Former VP Mike Pence visits Raleigh, a sign 2024 is nearing

Former VP Mike Pence, speaking

Former Vice President Pence speaking in Las Vegas during the Republican Jewish Coalition's annual meeting last month. Photo: Kyle Mazza/Anadolu Agency via Getty Images

Former Vice President Mike Pence paid North Carolina a visit Tuesday, stopping in Charlotte and ending in the better city (Raleigh), where he spoke about foreign policy and sidestepped a question about whether he'll run for president.

Why it matters: Big-name Republicans and strategists are already assessing the playing field in North Carolina, which is likely to play a key role in the 2024 presidential election.

  • Pence is among those who could be vying for Republican voters' support in the lead up.

Context: Pence has also sought to distance himself from former President Trump since the two left the White House and has spent recent months positioning himself for a presidential run.

  • His visit to Raleigh was no different. In a speech, he touted his own accomplishments and those of the Trump administration.
  • "I'm a Christian and a conservative and Republican, in that order," Pence said.

The intrigue: The former vice president's visit coincides with the release of a new poll, provided first to Axios, showing Trump's support may be waning in a state that voted for a Trump-Pence ticket twice.

  • "You could be looking at another kind of realignment of the Republican Party here in North Carolina," said Republican operative Jim Blaine, who heads up the political consulting firm Differentiators. "It's gone from the party of McCrory and Romney to the party of Trump, and where's it headed now?"

By the numbers: The Republican-run Differentiators surveyed 500 voters who cast a Republican primary ballot between 2016 and 2022.
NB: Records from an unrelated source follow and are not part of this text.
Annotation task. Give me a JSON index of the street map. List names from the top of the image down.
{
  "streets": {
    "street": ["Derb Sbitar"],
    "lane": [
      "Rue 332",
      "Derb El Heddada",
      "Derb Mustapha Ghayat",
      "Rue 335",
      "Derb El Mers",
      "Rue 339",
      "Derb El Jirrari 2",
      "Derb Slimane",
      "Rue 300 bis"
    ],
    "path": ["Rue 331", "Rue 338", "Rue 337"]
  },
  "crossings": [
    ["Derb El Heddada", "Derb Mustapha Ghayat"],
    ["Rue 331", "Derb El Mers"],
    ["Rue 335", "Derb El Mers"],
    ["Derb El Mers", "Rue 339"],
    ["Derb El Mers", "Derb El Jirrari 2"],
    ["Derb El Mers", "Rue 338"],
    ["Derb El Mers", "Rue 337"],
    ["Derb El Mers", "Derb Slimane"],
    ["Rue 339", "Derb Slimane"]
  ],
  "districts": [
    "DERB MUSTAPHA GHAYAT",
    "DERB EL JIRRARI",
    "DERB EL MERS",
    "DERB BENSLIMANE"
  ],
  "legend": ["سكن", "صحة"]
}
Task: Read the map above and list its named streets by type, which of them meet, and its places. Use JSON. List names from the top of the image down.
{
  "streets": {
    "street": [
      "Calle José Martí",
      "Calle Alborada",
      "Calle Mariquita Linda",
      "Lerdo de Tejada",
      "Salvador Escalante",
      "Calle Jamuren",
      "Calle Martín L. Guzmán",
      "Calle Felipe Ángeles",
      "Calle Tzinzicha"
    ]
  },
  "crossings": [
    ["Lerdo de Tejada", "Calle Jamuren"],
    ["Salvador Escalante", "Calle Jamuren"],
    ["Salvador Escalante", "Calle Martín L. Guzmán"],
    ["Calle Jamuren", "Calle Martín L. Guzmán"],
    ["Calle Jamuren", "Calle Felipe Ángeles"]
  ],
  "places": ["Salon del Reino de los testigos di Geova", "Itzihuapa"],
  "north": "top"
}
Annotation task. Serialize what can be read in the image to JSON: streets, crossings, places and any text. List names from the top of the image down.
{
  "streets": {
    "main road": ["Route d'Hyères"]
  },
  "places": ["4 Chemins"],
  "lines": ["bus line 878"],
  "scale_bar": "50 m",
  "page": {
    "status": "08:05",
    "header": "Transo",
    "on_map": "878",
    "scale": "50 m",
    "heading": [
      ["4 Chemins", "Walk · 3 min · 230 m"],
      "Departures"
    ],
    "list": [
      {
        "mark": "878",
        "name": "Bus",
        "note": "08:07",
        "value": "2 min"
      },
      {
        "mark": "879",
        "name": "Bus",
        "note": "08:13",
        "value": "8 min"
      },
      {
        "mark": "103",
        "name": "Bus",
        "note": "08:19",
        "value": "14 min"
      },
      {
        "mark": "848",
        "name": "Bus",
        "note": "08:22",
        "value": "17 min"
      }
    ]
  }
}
  • More than half of those surveyed said they'd vote for Florida Gov. Ron DeSantis, who also appears to be positioning himself for a presidential run, over Trump. No other potential presidential candidates were included in the poll.
  • 82% of those surveyed said they had a favorable view of DeSantis, while 70% said they had a favorable view of Trump.
  • A national poll by USA Today showed similar results.

What they're saying: "What you're seeing with the image of Trump is not unlike what you've seen with the image of other political figures on both sides of the aisle," said Republican operative Paul Shumaker, who reviewed the poll at Axios' request. "Voters are growing weary of him."

Yes, but: The election is still two years away, so there's still plenty of time for the winds to shift back into Trump's favor.